### About this task
Reproduce the data word for word, keeping every line complete.

### Extracted material
-*-
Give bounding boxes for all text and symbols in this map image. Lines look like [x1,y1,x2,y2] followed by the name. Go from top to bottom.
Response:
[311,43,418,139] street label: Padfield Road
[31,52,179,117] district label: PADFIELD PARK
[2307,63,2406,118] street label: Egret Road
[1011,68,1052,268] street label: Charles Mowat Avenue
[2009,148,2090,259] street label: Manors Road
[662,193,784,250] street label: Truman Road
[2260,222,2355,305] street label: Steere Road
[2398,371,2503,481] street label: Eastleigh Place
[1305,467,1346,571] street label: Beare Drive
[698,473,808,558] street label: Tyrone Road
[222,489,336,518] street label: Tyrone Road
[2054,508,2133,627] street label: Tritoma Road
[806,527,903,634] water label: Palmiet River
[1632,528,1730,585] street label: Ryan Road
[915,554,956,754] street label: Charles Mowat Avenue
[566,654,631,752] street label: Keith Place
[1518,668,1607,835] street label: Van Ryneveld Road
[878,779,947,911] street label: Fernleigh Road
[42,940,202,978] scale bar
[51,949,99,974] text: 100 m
-*-
### Answer for the task
Give bounding boxes for all text and symbols in this map image. Lines look like [x1,y1,x2,y2] followed by the name. Go from top to bottom.
Response:
[311,43,418,139] street label: Padfield Road
[31,52,179,117] district label: PADFIELD PARK
[2307,63,2406,118] street label: Egret Road
[1011,68,1052,268] street label: Charles Mowat Avenue
[2009,148,2090,259] street label: Manors Road
[662,193,784,250] street label: Truman Road
[2260,222,2355,305] street label: Steere Road
[2398,371,2503,481] street label: Eastleigh Place
[1305,467,1346,571] street label: Beare Drive
[698,473,808,558] street label: Tyrone Road
[222,489,336,518] street label: Tyrone Road
[2054,508,2133,627] street label: Tritoma Road
[806,527,903,634] water label: Palmiet River
[1632,528,1730,585] street label: Ryan Road
[915,554,956,754] street label: Charles Mowat Avenue
[566,654,631,752] street label: Keith Place
[1518,668,1607,835] street label: Van Ryneveld Road
[878,779,947,911] street label: Fernleigh Road
[42,940,202,978] scale bar
[51,949,99,974] text: 100 m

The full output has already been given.